Raphael Warnock Speaks in Senate on Federalizing
Elections Without Acknowledging Flip-Flop on Voter ID
Measure  1

Sen. Raphael Warnock (D-GA) spoke on the Senate floor about federalizing local elections without acknowledging his flip-flop on the bill’s voter ID measure the Senate will consider Tuesday.

“Well, folks, how derelict would we be if in this defining moment we refuse to even have a debate” on federalizing elections, Warnock began, skirting his new position on supporting ID laws.

“When I spoke here in March, 250 voter… proposals had been introduced in 43 states. Now it is 389 proposals in 48 states,” Warnock continued to speak about election security measures that states are implementing to further election integrity.

“Since I spoke here in March, Georgia and 13 other states have enacted” election integrity laws, “14 in total,” Warnock said, brazenly including his home state of Georgia’s laws, of which he has been outspokenly opposed.

“We will have crossed a dangerous Rubicon in our nation that will make it extremely difficult for the next generation to secure voting rights for every eligible American,” Warnock stated. “And so, Mr. President, this is not just another moment in another Congress. We should not think of this as routine.
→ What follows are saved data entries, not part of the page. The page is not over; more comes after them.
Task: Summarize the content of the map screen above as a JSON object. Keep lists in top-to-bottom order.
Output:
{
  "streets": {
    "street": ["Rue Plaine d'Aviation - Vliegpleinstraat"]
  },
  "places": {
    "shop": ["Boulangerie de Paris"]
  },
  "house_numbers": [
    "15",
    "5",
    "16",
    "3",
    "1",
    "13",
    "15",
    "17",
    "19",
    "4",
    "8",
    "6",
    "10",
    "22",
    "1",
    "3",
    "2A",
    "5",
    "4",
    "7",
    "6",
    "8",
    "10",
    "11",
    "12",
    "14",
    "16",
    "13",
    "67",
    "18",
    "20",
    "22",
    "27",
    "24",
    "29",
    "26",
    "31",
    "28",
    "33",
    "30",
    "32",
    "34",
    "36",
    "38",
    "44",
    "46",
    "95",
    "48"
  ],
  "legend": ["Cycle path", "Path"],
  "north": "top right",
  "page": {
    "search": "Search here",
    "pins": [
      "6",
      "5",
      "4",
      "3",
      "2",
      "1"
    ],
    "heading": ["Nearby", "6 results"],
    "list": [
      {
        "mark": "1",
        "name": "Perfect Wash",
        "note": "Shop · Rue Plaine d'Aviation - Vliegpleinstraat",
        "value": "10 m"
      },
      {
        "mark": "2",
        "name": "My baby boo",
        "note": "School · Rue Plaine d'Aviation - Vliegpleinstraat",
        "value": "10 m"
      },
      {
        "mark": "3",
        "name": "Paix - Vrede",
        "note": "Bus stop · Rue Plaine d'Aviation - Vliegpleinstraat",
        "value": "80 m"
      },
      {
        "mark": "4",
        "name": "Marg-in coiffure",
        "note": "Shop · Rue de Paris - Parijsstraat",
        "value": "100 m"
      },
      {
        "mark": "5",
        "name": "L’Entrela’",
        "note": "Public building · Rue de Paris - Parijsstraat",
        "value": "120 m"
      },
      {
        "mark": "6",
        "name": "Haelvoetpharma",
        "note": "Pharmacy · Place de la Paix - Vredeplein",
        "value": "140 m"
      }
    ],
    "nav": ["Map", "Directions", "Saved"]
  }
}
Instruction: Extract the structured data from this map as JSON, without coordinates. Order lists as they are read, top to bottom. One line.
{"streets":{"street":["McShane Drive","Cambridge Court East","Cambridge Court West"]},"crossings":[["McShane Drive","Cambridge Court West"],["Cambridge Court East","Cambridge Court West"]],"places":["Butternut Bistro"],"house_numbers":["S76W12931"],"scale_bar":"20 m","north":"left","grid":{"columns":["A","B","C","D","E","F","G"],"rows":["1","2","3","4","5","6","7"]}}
This is a defining moment that calls upon us to speak, to debate, to act.”

Warnock’s Senate speech comes after he flip-flopped on voter ID laws his state has enacted, claiming Thursday he has “never been opposed to voter ID,” ignoring his own history of bashing “unnecessary and discriminatory voter ID laws,” describing them as both “secretive” and “subversive.”

Breitbart News reported June 17 that in a 2018 article entitled “Attacks on voting hit at soul of our democracy,” Warnock penned,” More than a decade ago, Republican legislators in the state of Georgia … led the way in turning the clock back on voting rights by passing unnecessary and discriminatory voter ID laws,” later referring to such laws as “onerous.”